Pelosi Sees Stimulus Momentum as GOP Grouses on State Aid
(Bloomberg) -- House Speaker Nancy Pelosi said there’s momentum building toward a compromise fiscal stimulus plan, though Republicans complained about the scale of aid to states included in the bipartisan proposal that’s become the best chance yet for a deal.
“There is momentum with the action” by a group of Republican and Democratic lawmakers on a $908 billion package, Pelosi said at a press conference Friday in Washington. She said she and Senate Majority Leader Mitch McConnell have discussed attaching the relief measures to an omnibus spending bill that the parties are working on separately to keep the government funded beyond Dec. 11 into 2021.
While Democrats wanted a much bigger effort, the fact that President-elect Joe Biden -- who aims to seek additional economic-rescue measures -- will be taking over soon, and the imminence of coronavirus vaccines, have amounted to a “game changer,” Pelosi said.
An agreement is still pending, however, with White House economic adviser Larry Kudlow saying “I can’t say one way or the other what the outcome’s going to be.” He also indicated that the $160 billion proposed for state and local aid in the bipartisan package could be a problem for the GOP, which has decried what it has labeled a bailout for poorly run Democratic-led states.

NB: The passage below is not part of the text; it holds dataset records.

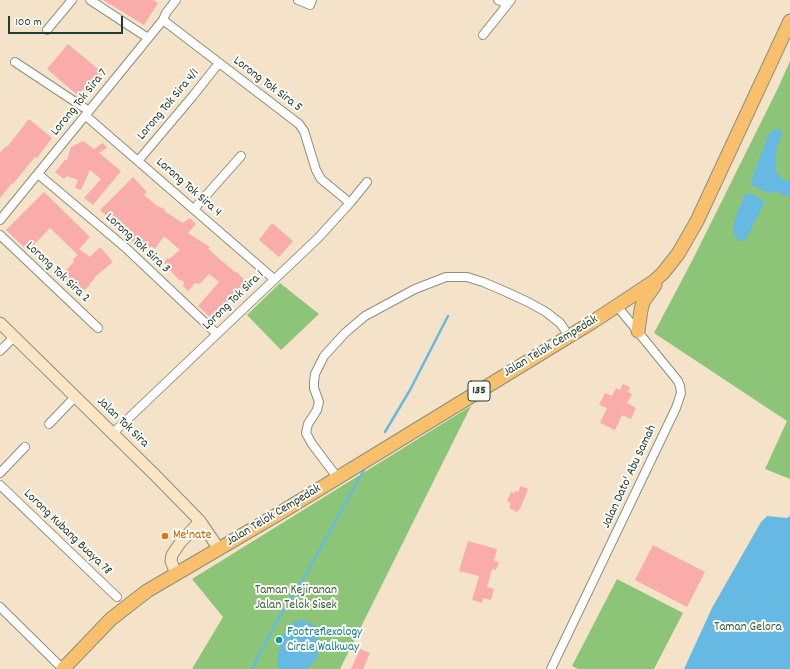 <!DOCTYPE html>
<style>
body{margin:0}
#map{position:relative;width:790px;height:669px;overflow:hidden;background:#f4e3c9;font-family:Dekko,sans-serif}
canvas{display:block}
.scale{position:absolute;left:8px;top:16px;width:115px;height:18px;box-sizing:border-box;border:2px solid #1f3d34;border-top:0;padding-left:5px;font-size:12px;line-height:14px;white-space:nowrap;color:#1f3d34;-webkit-text-stroke:3px #fdfcf7;paint-order:stroke}
</style>
<div id="map">
<canvas width="790" height="669"></canvas>
<div class="scale">100 m</div>
</div>
<script>
const ctx = document.querySelector('canvas').getContext('2d');
ctx.lineJoin = 'round';
function paint(path, color) { ctx.fillStyle = color; ctx.fill(path, 'evenodd'); }
const toPath = rows => new Path2D(rows.map(r => 'M' + r).join(''));
function strokePath(path, color, width, dash) { ctx.strokeStyle = color; ctx.lineWidth = width; ctx.lineCap = dash ? 'butt' : 'round'; ctx.setLineDash(dash || []); ctx.stroke(path); }
function drawText(font, color, halo, rows, align = 'center') {
  ctx.font = font + ' Dekko,sans-serif'; ctx.lineWidth = 4; ctx.setLineDash([]); ctx.textBaseline = 'middle'; ctx.strokeStyle = halo; ctx.fillStyle = color; for (const [text, x, y, turn = 0] of rows) {
    ctx.save(); ctx.translate(x, y); ctx.rotate((+turn || 0) * Math.PI / 180); ctx.textAlign = isNaN(turn) ? turn : align; if (halo) ctx.strokeText(text, 0, 0); ctx.fillText(text, 0, 0); ctx.restore();
  }
}
paint(toPath([
 [790,61,790,479,765,469,787,421,654,333,693,259,778,88],
 [280,283,319,314,281,350,247,315],
 [471,406,340,669,192,669,223,617,192,579],
 [617,579,683,613,654,669,578,669,572,666]
]), '#8dc578');
paint(toPath([
 [776,129,781,130,782,133,776,150,776,172,782,179,790,182,790,196,783,195,774,191,769,194,750,184,768,136,773,130],
 [745,194,751,194,764,201,764,203,746,239,741,242,734,235,733,228,736,216],
 [767,516,787,518,790,516,790,669,684,669,712,608,761,522],
 [303,620,311,623,316,628,319,649,317,658,307,669,278,669,278,653,284,633,288,627,294,622]
]), '#66b9e2');
strokePath(toPath([
 [385,432,410,390,448,316],
 [252,669,277,621,301,583,365,468]
]), '#66b9e2', 2.5);
paint(toPath([
 [103,0,153,0,158,3,144,25],
 [68,44,103,73,82,99,47,69],
 [29,119,52,138,37,158,35,157,13,184,12,183,0,198,0,153,6,146,7,147],
 [83,141,94,149,103,143,107,148,99,153,121,171,93,205,84,198,101,179,90,170,81,190,75,188,78,180,67,176,64,179,55,172,65,160,67,160,71,147],
 [133,177,147,192,144,195,157,206,165,209,164,211,183,223,190,218,196,224,188,233,210,247,208,249,236,273,237,272,250,286,237,298,234,295,212,319,198,306,219,282,209,274,200,284,195,283,188,291,183,286,184,282,178,279,164,263,167,258,169,259,180,250,164,236,155,249,151,246,144,253,131,241,132,240,118,227,115,229,110,224,113,222,100,210],
 [44,192,90,237,79,249,90,257,100,247,113,262,96,276,87,288,77,294,60,276,74,262,73,259,78,255,50,228,28,251,6,230],
 [272,223,293,241,279,257,259,240],
 [623,384,630,387,628,392,632,394,627,403,636,408,631,419,622,415,615,430,600,423,607,408,599,405,605,393,612,396,616,388,620,390],
 [521,486,528,489,520,509,519,509,517,512,509,508,511,504,507,501,511,492,514,493,515,491,518,492],
 [468,541,497,549,494,561,499,562,496,570,492,569,487,587,494,589,491,600,483,598,482,603,472,600,479,576,459,571],
 [653,545,705,572,687,607,635,580],
 [360,649,370,653,363,669,351,669]
]), '#f9acaa');
const street = toPath([
 [90,0,148,38],
 [298,0,310,5,312,0],
 [498,0,507,4],
 [163,20,299,124,304,131,316,170,321,179,350,203],
 [47,30,72,0],
 [483,35,511,0],
 [15,62,89,111],
 [86,116,274,279],
 [138,161,192,97,219,63],
 [38,174,127,249,217,334],
 [194,209,241,156],
 [0,220,163,20,166,13,176,0],
 [0,235,98,328],
 [0,351,14,337],
 [49,424,75,397],
 [113,433,318,238,350,203,367,182],
 [0,473,25,447],
 [337,477,312,444,306,433,308,424,317,410,319,402,314,388,314,382,315,374,324,356,345,333,365,316,415,289,446,277,467,277,483,282,504,291,528,302,546,312,560,323,569,336],
 [0,485,117,597],
 [0,607,63,669],
 [551,669,676,408,681,393,680,386,678,381,617,306]
]);
const secondary = toPath([
 [0,323,154,474,200,521,219,549],
 [176,574,171,561,172,555,180,543,200,521]
]);
const primary = toPath([
 [638,331,641,310,643,302,655,285],
 [63,669,111,619,147,591,280,513,594,321,653,282,663,273,678,254,697,221,790,21]
]);
strokePath(street, '#8a907e', 10);
strokePath(secondary, '#8a907e', 13);
strokePath(primary, '#8a907e', 15);
strokePath(street, '#fff', 8);
strokePath(secondary, '#fce5c4', 11);
strokePath(primary, '#f8bf6c', 13);
for (const [x, y, r, color] of [
 [165,536,4,"#e8710a"],
 [279,640,4,"#0f9aa8"]
]) { const dot = new Path2D(); dot.arc(x, y, r, 0, 2 * Math.PI); ctx.fillStyle = color; ctx.fill(dot); strokePath(dot, '#fdfcf7', 1.5); }
for (const [x, y, w] of [
 [479,391,22]
]) { const box = new Path2D(); box.roundRect(x - w / 2, y - 10, w, 20, 3); ctx.fillStyle = '#fdfcf7'; ctx.fill(box); strokePath(box, '#1f3d34', 1); }
drawText('bold 12px', '#1f3d34', null, [
 ["135",479,391]
]);
drawText('13px', '#1f3d34', '#fdfcf7', [
 ["Lorong Tok Sira 5",267,85,37],
 ["Lorong Tok Sira 7",80,103,-51],
 ["Lorong Tok Sira 4/1",169,105,-50],
 ["Lorong Tok Sira 4",188,188,41],
 ["Lorong Tok Sira 3",137,244,42],
 ["Lorong Tok Sira 2",57,273,43],
 ["Lorong Tok Sira 1",234,301,-44],
 ["Jalan Telok Cempedak",551,347,-31],
 ["Jalan Tok Sira",122,423,44],
 ["Jalan Dato' Abu Samah",630,477,-65],
 ["Jalan Telok Cempedak",274,516,-31],
 ["Lorong Kubang Buaya 78",67,533,44]
]);
drawText('13px', '#c56008', '#fdfcf7', [
 ["Me'nate",173,536]
], 'left');
drawText('13px', '#3a5f45', '#fdfcf7', [
 ["Taman Kejiranan",296,591],
 ["Jalan Telok Sisek",296,606],
 ["Taman Gelora",748,628]
]);
drawText('13px', '#0d838f', '#fdfcf7', [
 ["Footreflexology",287,633],
 ["Circle Walkway",287,648]
], 'left');
</script> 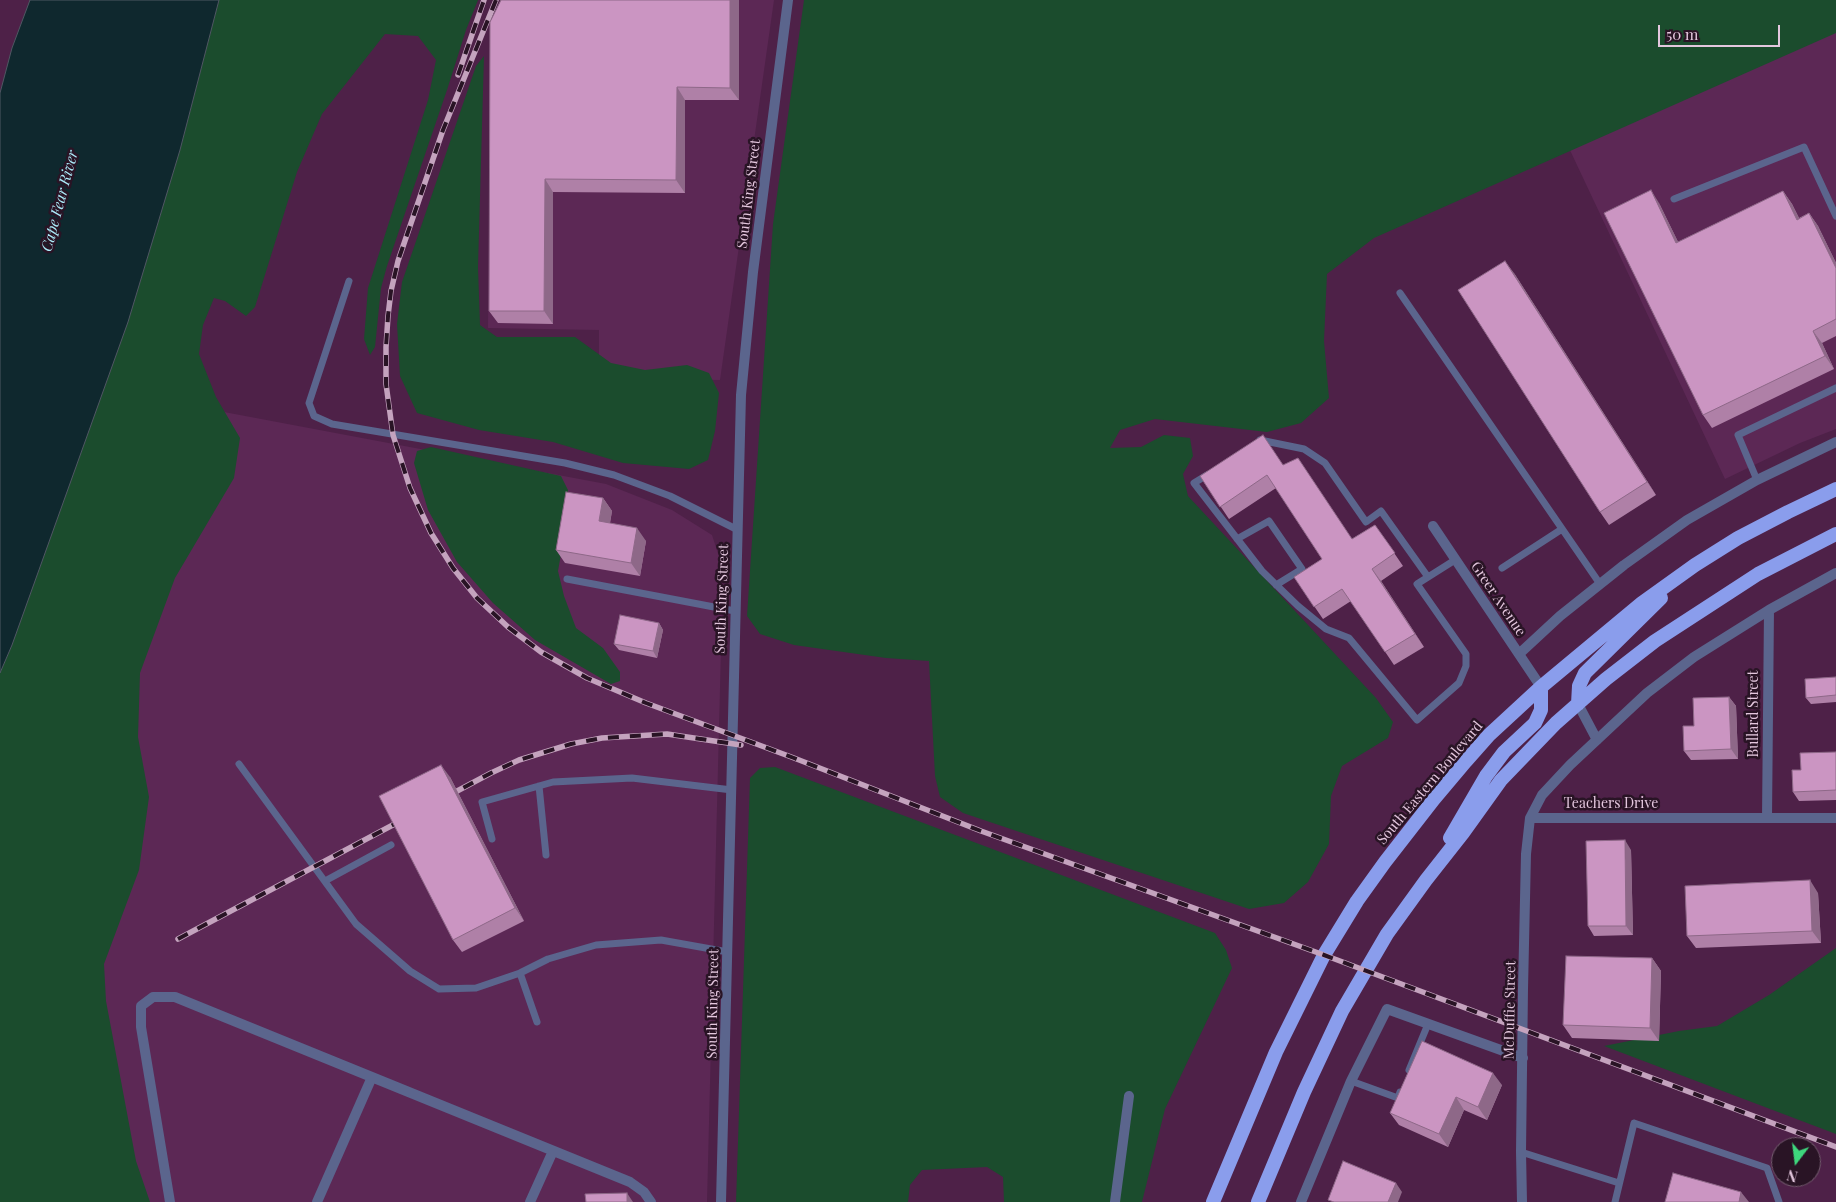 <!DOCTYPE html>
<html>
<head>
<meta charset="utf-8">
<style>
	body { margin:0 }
	#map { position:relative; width:1836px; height:1202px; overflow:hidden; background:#4e2148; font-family:"Playfair Display",serif }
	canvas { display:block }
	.north { position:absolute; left:1771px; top:1137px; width:50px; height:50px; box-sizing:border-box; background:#291425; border:1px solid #745c6f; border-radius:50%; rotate:195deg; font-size:14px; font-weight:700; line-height:20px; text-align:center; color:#e4c7de }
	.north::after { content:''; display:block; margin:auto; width:18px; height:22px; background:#3ed77d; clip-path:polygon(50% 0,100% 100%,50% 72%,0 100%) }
	.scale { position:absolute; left:1658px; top:25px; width:122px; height:22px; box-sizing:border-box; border:2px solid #e4c7de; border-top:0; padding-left:6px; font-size:15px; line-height:18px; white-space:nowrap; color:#e4c7de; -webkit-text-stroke:4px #291425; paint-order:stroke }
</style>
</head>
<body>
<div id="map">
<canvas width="1836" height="1202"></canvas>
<div class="north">N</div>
<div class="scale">50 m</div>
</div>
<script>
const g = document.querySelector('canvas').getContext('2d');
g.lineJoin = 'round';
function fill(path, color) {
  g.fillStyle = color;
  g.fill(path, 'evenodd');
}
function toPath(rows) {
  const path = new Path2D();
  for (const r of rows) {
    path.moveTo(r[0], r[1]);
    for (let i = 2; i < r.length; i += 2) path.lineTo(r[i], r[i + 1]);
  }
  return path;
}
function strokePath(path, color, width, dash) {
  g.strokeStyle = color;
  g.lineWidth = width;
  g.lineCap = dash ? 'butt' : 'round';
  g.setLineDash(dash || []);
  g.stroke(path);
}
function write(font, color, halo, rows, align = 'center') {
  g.font = font + ' "Playfair Display",serif';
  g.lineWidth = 5;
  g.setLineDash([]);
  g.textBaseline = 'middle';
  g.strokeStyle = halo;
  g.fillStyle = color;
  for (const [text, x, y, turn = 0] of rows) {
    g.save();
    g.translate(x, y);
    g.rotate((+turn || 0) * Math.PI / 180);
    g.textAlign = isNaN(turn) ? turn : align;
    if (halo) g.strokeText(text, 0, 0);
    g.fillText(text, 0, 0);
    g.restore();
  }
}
fill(toPath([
	[507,0,774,0,720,380,599,379,599,330,488,328,491,35],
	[1836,18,1836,429,1800,443,1725,479,1568,146],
	[224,412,606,484,672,510,712,535,723,569,707,1202,0,1202,0,927]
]), '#5c2855');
fill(toPath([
	[219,0,478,0,466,30,447,90,387,266,381,288,375,347,370,355,364,339,368,288,428,100,436,60,418,36,385,34,322,114,297,172,255,307,246,316,225,301,214,298,203,325,199,354,216,397,240,438,234,478,175,578,140,673,138,737,149,797,139,870,104,964,106,1001,136,1161,150,1202,0,1202,0,673,12,645,128,322,180,150],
	[804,0,1836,0,1836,33,1374,238,1327,274,1324,341,1329,398,1301,423,1267,432,1155,419,1120,430,1110,448,1141,447,1164,435,1190,438,1193,456,1183,474,1188,496,1376,698,1393,722,1388,738,1342,766,1331,796,1329,844,1308,882,1284,903,1249,909,963,813,940,797,935,776,929,661,886,658,794,645,760,634,747,616,773,224],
	[484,56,478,267,480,325,497,337,575,337,611,363,645,370,687,365,709,373,719,393,715,431,708,460,689,469,623,463,553,442,479,430,417,413,400,376,397,324,402,282,476,66],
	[431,447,561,476,568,490,565,531,558,571,564,596,576,628,603,648,620,672,620,681,611,684,535,640,493,603,457,562,428,510,414,463,417,451],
	[775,767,1215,933,1226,950,1232,968,1165,1109,1142,1202,1004,1202,1003,1177,987,1167,922,1170,910,1185,908,1202,736,1202,750,778,760,768],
	[1836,948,1836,1134,1604,1046,1679,1031,1717,1026,1769,995]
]), '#1b4c2d');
const water = toPath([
	[30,0,219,0,180,150,128,322,12,645,0,673,0,93,12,48,30,0]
]);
fill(water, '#0f282e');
strokePath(water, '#4f5863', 1);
strokePath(toPath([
	[1674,199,1804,147,1836,216],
	[349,281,309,403,314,416,332,424,565,463,614,475,670,496,738,530],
	[1400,293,1600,584],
	[1260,440,1304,449,1325,463,1366,522,1381,511,1428,577],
	[1207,475,1194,483,1262,571,1298,606,1326,629,1349,638,1417,720,1459,683,1466,666,1466,654,1417,584,1455,560],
	[1757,480,1738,435,1836,388],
	[1237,539,1269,521,1302,569,1276,585],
	[1502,568,1562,529],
	[567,579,735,611],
	[239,764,356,924,410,971,439,989,476,988,520,973,548,959,596,945,661,940,728,952],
	[539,786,546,855],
	[492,839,482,802,553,782,632,778,732,790],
	[325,881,391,845],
	[520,973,537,1022],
	[1409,1070,1428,1024],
	[1351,1081,1398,1098,1400,1092],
	[1521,1152,1619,1183],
	[1615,1202,1634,1123,1767,1168,1779,1202]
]), '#5b658d', 7);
strokePath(toPath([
	[1433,526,1541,687],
	[1519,654,1560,616,1624,565,1687,520,1757,480,1836,442],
	[1578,704,1597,740],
	[1530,818,1836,818],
	[1767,818,1769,610],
	[170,1202,141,1027,141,1006,153,997,175,997,630,1182,644,1192,651,1202],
	[317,1202,372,1077],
	[530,1202,553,1151],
	[721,1202,741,395,753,272,788,0],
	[1115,1202,1129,1096],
	[1301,1202,1351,1081,1387,1009,1523,1058],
	[1522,1202,1521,1152,1523,989,1526,854,1530,818,1542,795,1570,765,1647,693,1694,657,1769,610,1836,573]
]), '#5b658d', 10);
strokePath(toPath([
	[1578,704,1579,686,1585,673,1661,598],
	[1450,838,1486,776,1504,752,1535,723,1541,710,1541,687],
	[1213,1202,1276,1052,1324,955,1357,901,1385,862,1434,799,1466,761,1489,735,1541,687,1642,603,1695,565,1738,538,1788,512,1836,489],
	[1258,1202,1304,1092,1342,1011,1387,934,1426,880,1463,833,1501,780,1556,723,1606,679,1655,641,1758,574,1836,534]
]), '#8a9dec', 14);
const rail = toPath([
	[496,0,443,130,398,261,391,291,388,316,386,347,386,384,393,435,410,488,431,533,453,568,477,598,508,627,541,652,587,678,646,703,794,758,981,831,1324,955,1836,1147],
	[458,75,484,0],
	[444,798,491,773,519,760,571,744,602,738,667,734,741,745],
	[178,939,406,818]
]);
strokePath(rail, '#c4a3be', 5.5);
strokePath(rail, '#291425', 4, [11]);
fill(toPath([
	[501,0,739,0,739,100,685,100,685,193,553,192,553,324,498,323,489,311],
	[1783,191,1792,204,1799,218,1809,213,1818,226,1836,263,1836,336,1822,343,1834,369,1712,428,1703,415,1659,203,1678,242],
	[1514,273,1656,495,1609,525,1600,512],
	[1284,465,1352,539,1375,525,1403,566,1381,581,1424,647,1394,665,1351,601,1323,619,1294,577,1322,559,1276,488,1229,519,1200,476],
	[603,498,612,511,610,523,646,541,640,576,565,563,556,550],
	[659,623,663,630,657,658,619,650,614,644],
	[1836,677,1836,702,1811,704,1806,698],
	[1729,697,1736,706,1738,759,1691,760,1684,751,1694,726],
	[1836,752,1836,800,1799,801,1793,792,1801,770],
	[450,777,524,921,462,952,453,940],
	[1631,850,1633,935,1594,936,1588,926],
	[1818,893,1821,943,1696,948,1687,936],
	[1652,958,1661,971,1659,1041,1572,1038,1563,1025],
	[1502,1085,1487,1120,1464,1110,1448,1147,1399,1125,1390,1113]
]), '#af80a7');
fill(toPath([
	[730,0,739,0,739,100,730,88],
	[677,87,685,100,685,193,676,180],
	[545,179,553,192,553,324,544,311],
	[1651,190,1659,203,1685,256,1676,243],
	[1783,191,1792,204,1806,232,1797,220],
	[1809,213,1818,226,1836,263,1836,268],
	[1505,261,1514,273,1656,495,1647,482],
	[1813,331,1822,343,1834,369,1825,356],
	[603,498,612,511,608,534,599,521],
	[637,528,646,541,640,576,631,563],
	[1372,569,1381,581,1424,647,1415,634],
	[659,623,663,630,657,658,653,651],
	[1729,697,1736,706,1738,759,1731,749],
	[441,765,450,777,524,921,515,908],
	[1625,840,1631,850,1633,935,1626,926],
	[1810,880,1818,893,1821,943,1812,931],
	[1652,958,1661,971,1659,1041,1650,1028],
	[1493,1073,1502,1085,1487,1120,1478,1107],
	[1456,1097,1464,1110,1448,1147,1439,1134],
	[1396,1183,1402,1192,1398,1202,1388,1202],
	[1741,1192,1749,1202,1739,1202],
	[627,1193,633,1202,627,1202]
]), '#8e6888');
const building = toPath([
	[501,0,730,0,730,88,677,87,676,180,545,179,544,311,489,311,490,22,501,0],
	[1651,190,1676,243,1783,191,1797,220,1809,213,1836,268,1836,319,1813,331,1825,356,1703,415,1604,213,1651,190],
	[1505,261,1647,482,1600,512,1458,290,1505,261],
	[1263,435,1283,465,1298,458,1352,539,1375,525,1395,553,1372,569,1415,634,1385,652,1342,589,1314,607,1294,577,1322,559,1267,475,1220,507,1200,476,1263,435],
	[566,492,603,498,599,521,637,528,631,563,556,550,566,492],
	[620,615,659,623,653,651,614,644,620,615],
	[1836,677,1836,695,1806,698,1805,679,1836,677],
	[1729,697,1731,749,1684,751,1683,726,1694,726,1693,698,1729,697],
	[1836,752,1836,790,1793,792,1792,770,1801,770,1800,753,1836,752],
	[441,765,515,908,453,940,379,796,441,765],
	[1625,840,1626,926,1588,926,1586,841,1625,840],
	[1810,880,1812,931,1687,936,1685,886,1810,880],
	[1566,956,1652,958,1650,1028,1563,1025,1566,956],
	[1422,1041,1493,1073,1478,1107,1456,1097,1439,1134,1390,1113,1422,1041],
	[1343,1161,1396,1183,1388,1202,1334,1202,1328,1200,1343,1161],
	[1673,1173,1741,1192,1739,1202,1665,1202,1673,1173],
	[627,1193,627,1202,586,1202,585,1194,627,1193]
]);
fill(building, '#cb95c2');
strokePath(building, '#8e6888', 1);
write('14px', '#e4c7de', '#291425', [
	["South King Street",749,194,-83],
	["South King Street",722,599,-88],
	["Greer Avenue",1498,599,56],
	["Bullard Street",1754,714,-90],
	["South Eastern Boulevard",1430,783,-50],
	["Teachers Drive",1611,804],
	["South King Street",713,1004,-89],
	["McDuffie Street",1510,1010,-89]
]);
write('italic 15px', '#acecfa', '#291425', [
	["Cape Fear River",60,201,-75]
]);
</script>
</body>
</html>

“Senator McConnell has indicated that he’s not happy with that part of the bipartisan group” plan, Kudlow said on Bloomberg TV.
As support was building for the proposal, so were complaints.
Vermont Senator Bernie Sanders, who has a fervent following among progressive Democrats, said he’d vote against the bipartisan effort “unless it’s significantly improved.”
He cited a provision to suspend coronavirus liability lawsuits and the lack of direct payments to individuals.
New York Representative Alexandria Ocasio-Cortez also said that the legislation should include such payments, though she told NBC News that she’d support the framework from the bipartisan group. She said she was willing to work with Republicans like Missouri Senator Josh Hawley, who supports such aid, to get it passed. Hawley replied affirmatively on Twitter.
Biden also backs including individual payments, though he said that whatever package passes before the end of the year would be “just a start” and more would be needed in January.
“I think it would be better if they had the $1,200, and I understand that may be still in play,” he said at a news conference Friday.
Some Republicans were wary of including state aid, which many in the GOP oppose. Senator Chuck Grassley said Thursday that, “If the figure’s over 150, I won’t like it,” referring to the billions of dollars for state and local help.
Still, Grassley was one of a number of GOP members expressing openness to the bipartisan plan, which has four Republican co-sponsors in the Senate. That could put pressure on McConnell, who this week has separately pushed his much smaller scale proposal -- along the lines of a previous bill that was roughly $500 billion -- and touted that it has the backing of President Donald Trump.
Kentucky Representative John Yarmuth, a Democrat from McConnell’s home state who knows him well, predicted the Senate leader would swing round. “He will budge because his members will make him,” he said.
Another key element is the coronavirus liability protection for businesses that McConnell and other Republicans have demanded but that Democrats have characterized as a poison pill.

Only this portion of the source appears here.